§ **Problem to work on**:
All entries are to be copied verbatim, while the pictures stay out.

(Stored items)
>>>>>

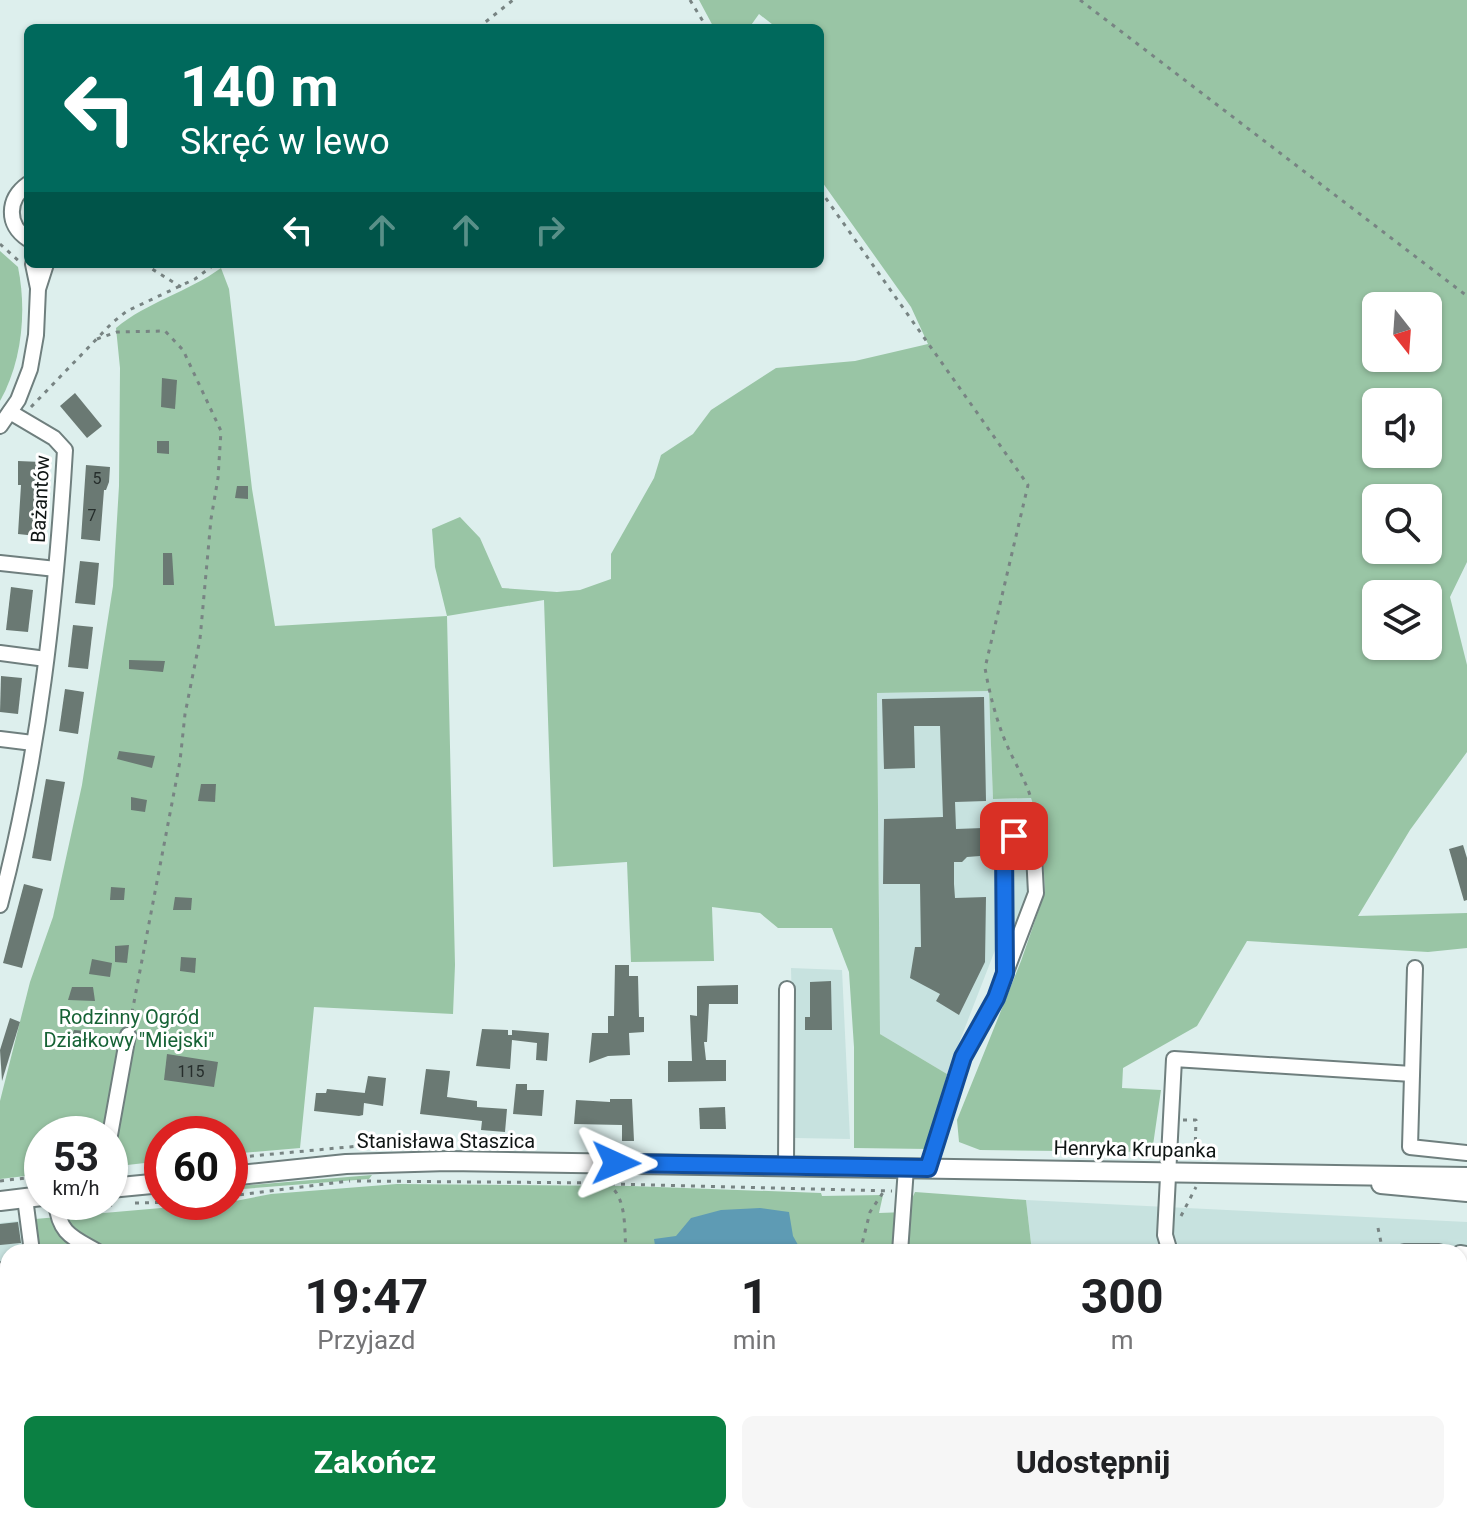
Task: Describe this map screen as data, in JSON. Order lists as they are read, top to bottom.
{
  "streets": {
    "main road": ["Stanisława Staszica", "Henryka Krupanka"],
    "street": ["Bażantów"]
  },
  "crossings": [
    ["Stanisława Staszica", "Henryka Krupanka"]
  ],
  "parks": ["Rodzinny Ogród Działkowy \"Miejski\""],
  "house_numbers": ["5", "7", "115"],
  "north": "bottom",
  "page": {
    "turn": ["140 m", "Skręć w lewo"],
    "speed": "53 km/h",
    "limit": "60",
    "eta": [
      "19:47",
      "Przyjazd",
      "1",
      "min",
      "300",
      "m"
    ],
    "buttons": ["Zakończ", "Udostępnij"]
  }
}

<<<<<

§ **Answer to this exercise**:
Task: Describe this map screen as data, in JSON. Order lists as they are read, top to bottom.
{
  "streets": {
    "main road": ["Stanisława Staszica", "Henryka Krupanka"],
    "street": ["Bażantów"]
  },
  "crossings": [
    ["Stanisława Staszica", "Henryka Krupanka"]
  ],
  "parks": ["Rodzinny Ogród Działkowy \"Miejski\""],
  "house_numbers": ["5", "7", "115"],
  "north": "bottom",
  "page": {
    "turn": ["140 m", "Skręć w lewo"],
    "speed": "53 km/h",
    "limit": "60",
    "eta": [
      "19:47",
      "Przyjazd",
      "1",
      "min",
      "300",
      "m"
    ],
    "buttons": ["Zakończ", "Udostępnij"]
  }
}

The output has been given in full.